22. The instructions relating to the implicit neural representation network are, The model type of the implicit neural representation network mentioned above, The type of computation of the implicit neural representation network, The encoding format of the implicit neural representation network, An instruction for a tag URI that identifies the format of the implicit neural representation network, Instructions for a URI that identifies the implicit neural representation network, An indicator that indicates whether complexity information related to the implicit neural representation network exists, The type of parameter used by the implicit neural representation network, Instructions relating to the bit length of the parameters used by the implicit neural representation network, An indicator that indicates the maximum number of parameters of the implicit neural representation network, The instruction for the maximum number of multiplication and integration operations per inference of the implicit neural representation network, or A size instruction for storing uncompressed parameters of an implicit neural representation network. The bitstream according to claim 21, comprising at least one of the following.
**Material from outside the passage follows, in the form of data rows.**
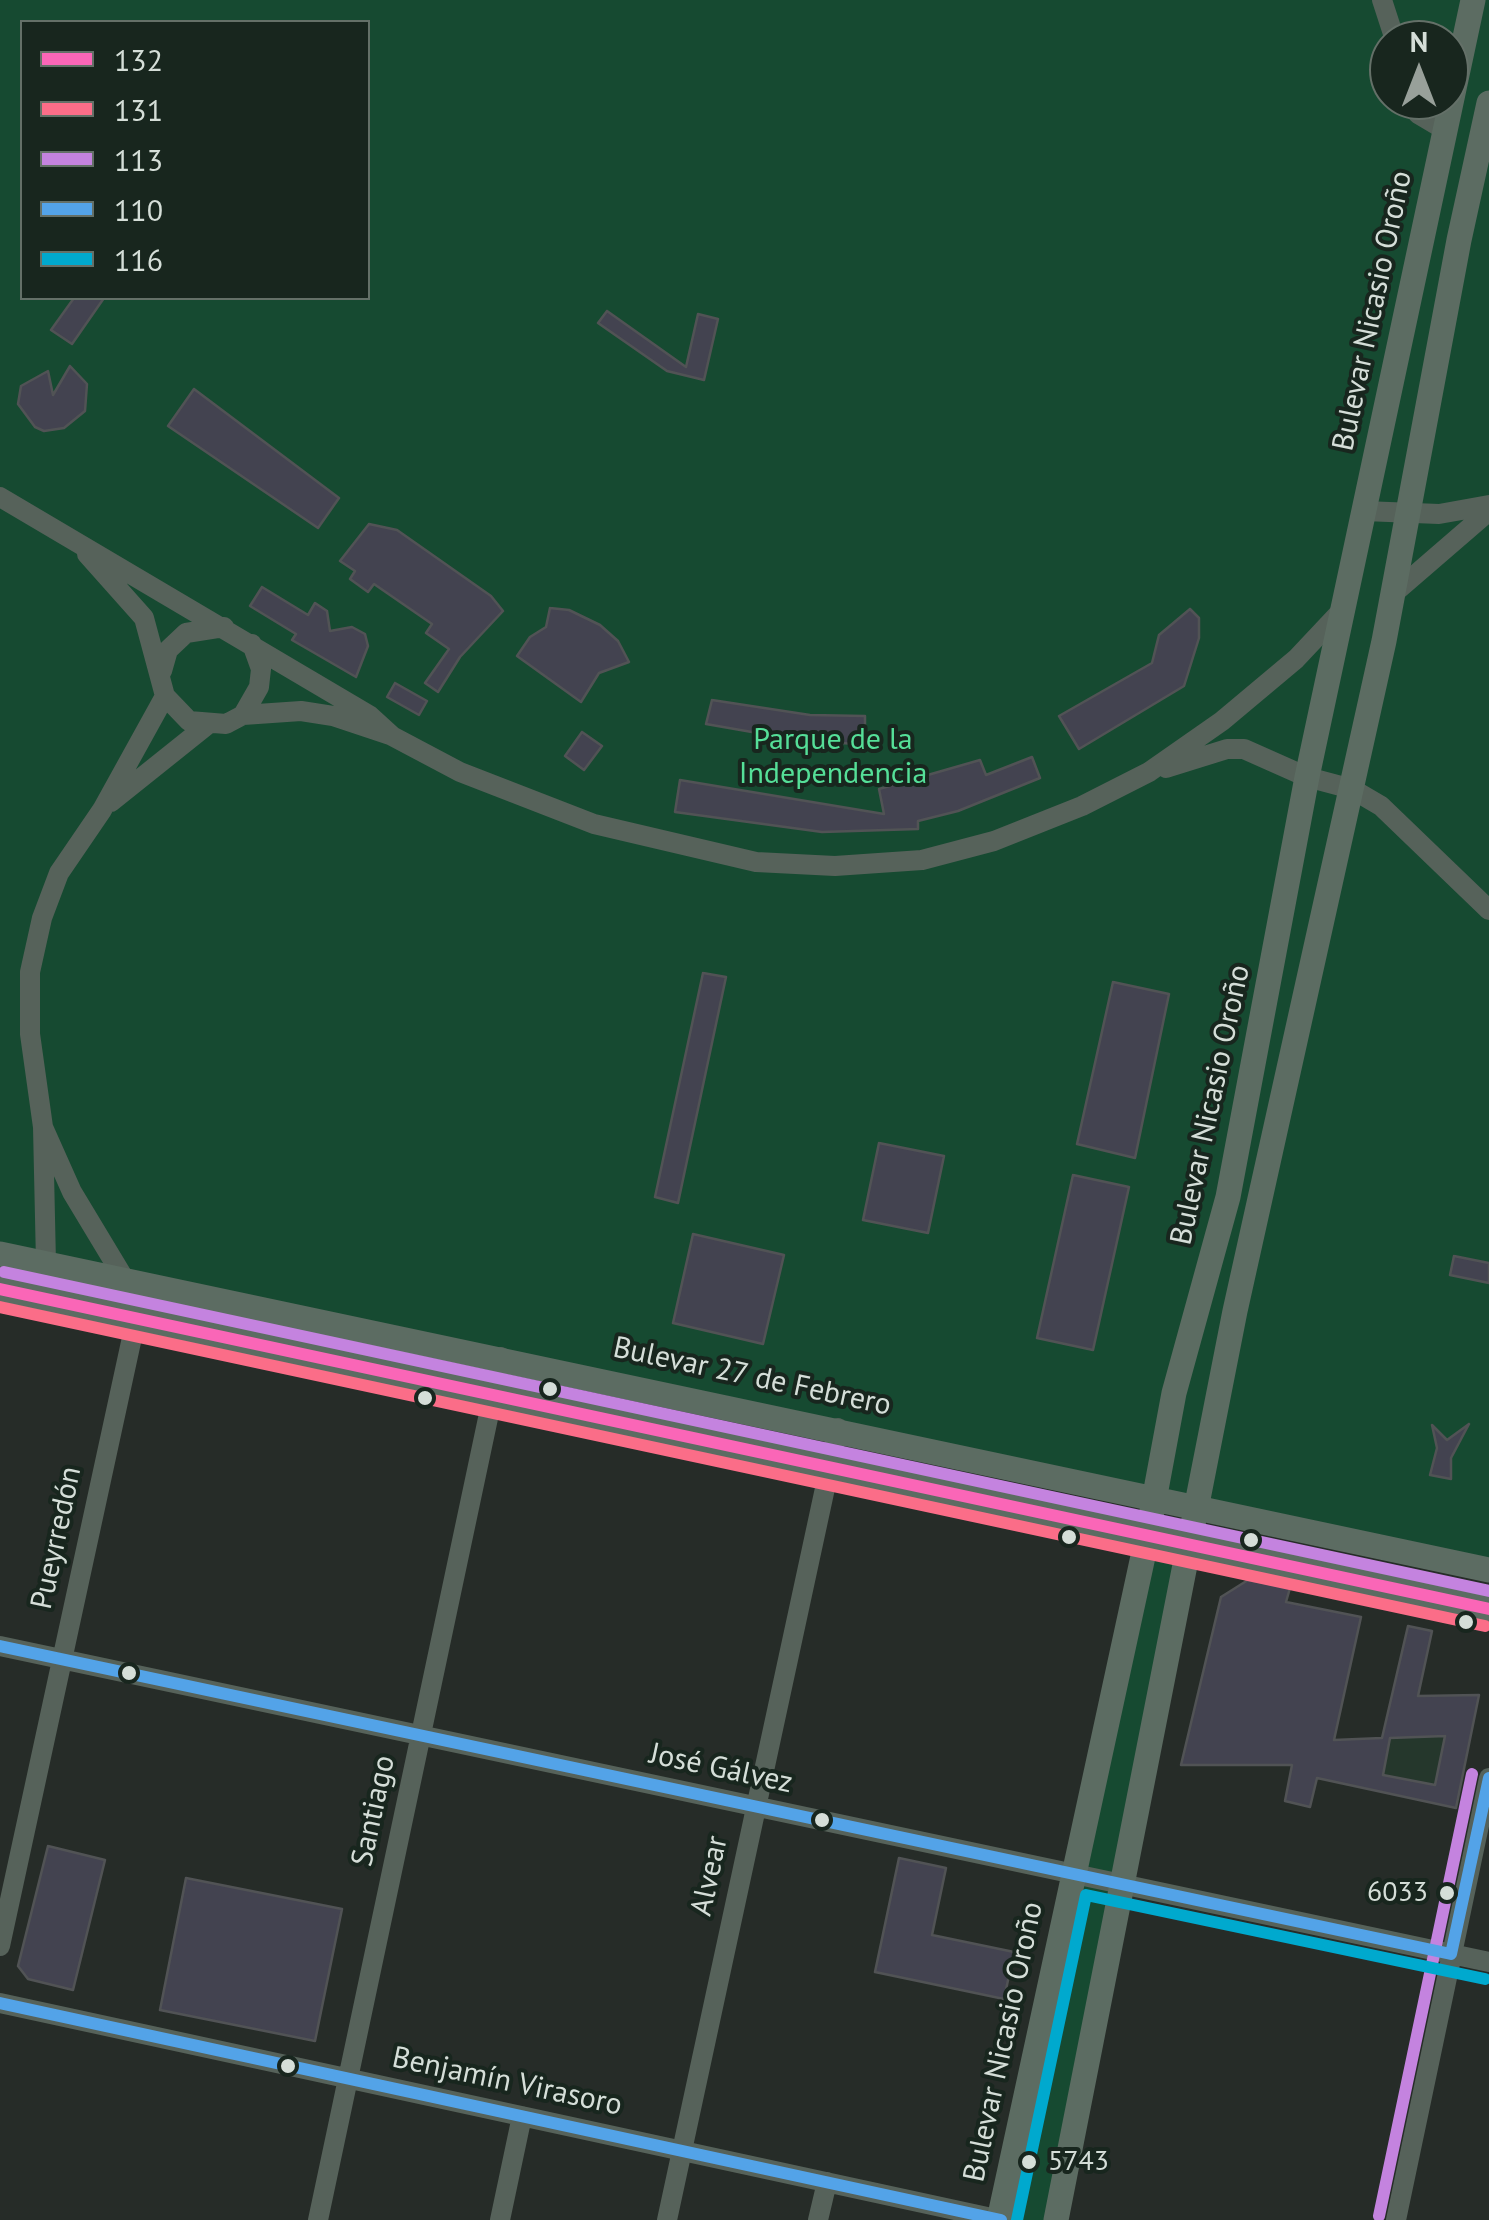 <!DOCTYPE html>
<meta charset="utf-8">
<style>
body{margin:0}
#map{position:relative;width:1489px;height:2220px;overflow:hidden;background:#262c28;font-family:"PT Sans",sans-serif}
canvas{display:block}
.legend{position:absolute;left:20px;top:20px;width:350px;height:280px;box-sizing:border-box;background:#18261e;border:2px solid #647068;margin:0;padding:12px 18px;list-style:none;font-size:30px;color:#d5ded8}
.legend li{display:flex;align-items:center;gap:20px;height:50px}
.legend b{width:50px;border:2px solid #647068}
.north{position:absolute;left:1369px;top:20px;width:100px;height:100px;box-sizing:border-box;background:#18261e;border:2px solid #647068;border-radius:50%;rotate:0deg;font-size:28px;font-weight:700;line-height:40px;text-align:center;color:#d5ded8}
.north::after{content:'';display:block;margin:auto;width:35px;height:45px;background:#98a09a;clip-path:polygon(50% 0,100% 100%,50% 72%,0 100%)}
</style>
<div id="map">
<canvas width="1489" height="2220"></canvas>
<ul class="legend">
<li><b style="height:12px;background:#fa66b7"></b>132</li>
<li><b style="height:12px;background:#fb6d88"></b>131</li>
<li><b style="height:12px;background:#c483df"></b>113</li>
<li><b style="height:12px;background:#53a3e8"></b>110</li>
<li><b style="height:12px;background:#00a9ce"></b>116</li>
</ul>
<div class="north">N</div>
</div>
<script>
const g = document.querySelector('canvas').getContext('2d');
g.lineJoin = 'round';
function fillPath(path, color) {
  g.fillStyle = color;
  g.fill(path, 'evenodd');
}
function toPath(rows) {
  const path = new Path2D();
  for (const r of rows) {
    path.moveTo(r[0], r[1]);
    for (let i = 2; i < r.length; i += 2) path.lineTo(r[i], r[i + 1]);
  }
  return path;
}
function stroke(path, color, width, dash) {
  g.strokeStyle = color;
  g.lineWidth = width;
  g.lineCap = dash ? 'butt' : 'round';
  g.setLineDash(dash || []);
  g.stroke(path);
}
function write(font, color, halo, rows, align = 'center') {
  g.font = font + ' "PT Sans",sans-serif';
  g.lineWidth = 8;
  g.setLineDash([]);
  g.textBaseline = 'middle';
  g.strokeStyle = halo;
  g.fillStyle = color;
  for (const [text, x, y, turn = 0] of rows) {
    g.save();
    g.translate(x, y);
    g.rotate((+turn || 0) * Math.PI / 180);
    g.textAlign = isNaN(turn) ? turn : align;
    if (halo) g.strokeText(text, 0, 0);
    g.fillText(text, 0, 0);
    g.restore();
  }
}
fillPath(toPath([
 [1408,1626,1432,1631,1419,1696,1479,1695,1456,1808,1317,1778,1322,1755,1382,1738]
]), '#25372c');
fillPath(toPath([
 [0,0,1489,0,1489,1570,0,1254],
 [22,22,368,22,368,298,22,298],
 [1389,40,1449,40,1449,100,1389,100],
 [1147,1538,1188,1547,1056,2220,999,2220]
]), '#164a31');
const building = toPath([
 [74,298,104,298,72,344,51,330,74,298],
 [607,311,686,367,698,314,718,319,704,380,667,371,598,323,607,311],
 [70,366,87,384,85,411,64,428,44,431,35,427,18,404,21,386,48,371,53,395,70,366],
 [194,389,339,498,318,528,168,426,194,389],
 [369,524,397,530,491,596,503,611,460,657,438,692,425,683,449,649,426,633,432,624,374,584,368,592,350,579,355,571,340,561,369,524],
 [262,587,308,615,315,603,327,611,330,631,352,627,365,634,368,646,356,677,292,640,296,634,250,606,262,587],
 [550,608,569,610,600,625,618,641,629,662,599,673,581,702,517,656,530,637,546,627,550,608],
 [1190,609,1199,618,1199,638,1184,686,1079,749,1059,716,1152,663,1159,635,1190,609],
 [395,683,427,701,419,715,387,697,395,683],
 [712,700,810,715,865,716,865,744,809,742,706,724,712,700],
 [582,732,602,746,584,770,565,756,582,732],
 [1032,757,1040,778,958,811,918,821,918,829,822,832,675,812,680,780,884,814,879,789,980,760,986,775,1032,757],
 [703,973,726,977,678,1203,655,1197,703,973],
 [1113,982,1169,994,1135,1158,1077,1144,1113,982],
 [879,1143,944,1156,928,1233,863,1220,879,1143],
 [1073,1175,1129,1187,1093,1350,1037,1338,1073,1175],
 [693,1234,784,1255,763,1344,673,1323,693,1234],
 [1454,1256,1489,1263,1489,1283,1450,1275,1454,1256],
 [1469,1424,1451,1458,1451,1479,1430,1475,1437,1448,1432,1425,1447,1440,1469,1424],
 [1248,1580,1290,1588,1286,1602,1361,1617,1334,1740,1382,1738,1408,1626,1432,1631,1418,1696,1479,1695,1456,1808,1317,1778,1310,1807,1285,1801,1292,1765,1181,1765,1221,1597,1248,1580],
 [1445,1736,1435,1785,1383,1775,1390,1738,1445,1736],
 [48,1846,105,1860,73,1990,28,1979,18,1966,48,1846],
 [899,1858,946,1868,932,1935,1014,1952,1004,1999,875,1972,899,1858],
 [186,1878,342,1909,315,2041,160,2010,186,1878]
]);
fillPath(building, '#434350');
stroke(building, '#515355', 2.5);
stroke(toPath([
 [1382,0,1395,40],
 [1413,100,1418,114,1445,130],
 [0,497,369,715,392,736,460,772,594,824,756,862,835,866,922,860,994,841,1082,806,1149,772,1222,721,1296,659,1343,609],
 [1364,511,1439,514,1489,505],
 [87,554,144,618,165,696,189,721,226,724,243,715,259,687,261,669,252,644],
 [1393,594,1489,511],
 [162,671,168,650,186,633,224,627],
 [243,715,301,711,333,716,390,735],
 [1166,768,1227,749,1244,749,1307,777,1352,789,1381,806,1489,910],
 [111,802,206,726],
 [54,1300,46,1263,43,1127,30,1034,30,972,42,918,59,873,102,810,165,696],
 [0,1646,1489,1962],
 [0,1946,136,1319,125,1280,72,1192,43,1127],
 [0,2003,1001,2220],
 [318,2220,501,1357],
 [500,2220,522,2116],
 [667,2220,838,1428],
 [818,2220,827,2182],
 [1396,2220,1489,1778]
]), '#56625a', 20);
stroke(toPath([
 [0,1254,1489,1570],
 [0,1289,1489,1609],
 [999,2220,1147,1538,1174,1393,1228,1197,1307,777,1473,0],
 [1056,2220,1235,1311,1384,641,1459,240,1489,103]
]), '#5c6c62', 25);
stroke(toPath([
 [0,1289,1489,1609]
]), '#fa66b7', 12);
stroke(toPath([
 [0,1307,1485,1626]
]), '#fb6d88', 12);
stroke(toPath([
 [4,1272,1489,1591],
 [1379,2216,1472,1774]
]), '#c483df', 12);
stroke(toPath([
 [0,1646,1451,1954,1489,1778],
 [0,2003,1001,2220]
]), '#53a3e8', 12);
stroke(toPath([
 [1017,2220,1086,1895,1485,1979]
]), '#00a9ce', 12);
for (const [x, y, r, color] of [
 [550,1389,9,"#d5ded8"],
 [425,1398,9,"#d5ded8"],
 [1069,1537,9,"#d5ded8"],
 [1251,1540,9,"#d5ded8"],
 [1466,1622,9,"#d5ded8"],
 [129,1673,9,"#d5ded8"],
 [822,1820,9,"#d5ded8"],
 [1447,1893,9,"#d5ded8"],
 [288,2066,9,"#d5ded8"],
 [1029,2162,9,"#d5ded8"]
]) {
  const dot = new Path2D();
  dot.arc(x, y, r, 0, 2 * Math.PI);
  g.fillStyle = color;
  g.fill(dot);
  stroke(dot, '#18261e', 4);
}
write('28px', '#d5ded8', '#18261e', [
 ["6033",1428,1893],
 ["5743",1048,2162,"left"]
], 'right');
write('30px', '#d5ded8', '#18261e', [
 ["Bulevar Nicasio Oroño",1373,311,-78],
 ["Bulevar Nicasio Oroño",1211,1105,-78],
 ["Bulevar 27 de Febrero",752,1377,12],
 ["Pueyrredón",57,1538,-78],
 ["José Gálvez",721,1769,12],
 ["Santiago",374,1811,-78],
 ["Alvear",710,1876,-78],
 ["Bulevar Nicasio Oroño",1004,2042,-78],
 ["Benjamín Virasoro",507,2082,12]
]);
write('30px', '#55df98', '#18261e', [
 ["Parque de la",833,740],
 ["Independencia",833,774]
]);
</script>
23. The information that provides for configuring the input to the implicit neural representation network is, The number of dimensions of the input is indicated. Instructions for the range of dimensions of the input, Instructions for the quantizer of the aforementioned input dimension, An indication of the offset of the zero value within the aforementioned range, Instructions regarding the number of transformations applied to the aforementioned input, An instruction for the type of conversion applied to the aforementioned input, or, Instructions relating to one or more parameters of the aforementioned conversion, The bitstream according to claim 21 or 22, comprising at least one of the following.

24. A non-temporary computer-readable medium for storing the bitstream described in any one of claims 19 to 24.

25. It is a device, The apparatus according to claim 3 or 4, (i) an antenna configured to receive or transmit a signal, wherein the signal includes a bitstream as described in any one of claims 19 to 24, or (ii) a band limiter configured to restrict the signal to a frequency band including the bitstream, or (iii) a display configured to display at least a portion of the signal representing the scene, A device equipped with the following features.

26. The device according to claim 25, wherein the device comprises at least one of a television, a mobile phone, a tablet, or a set-top box.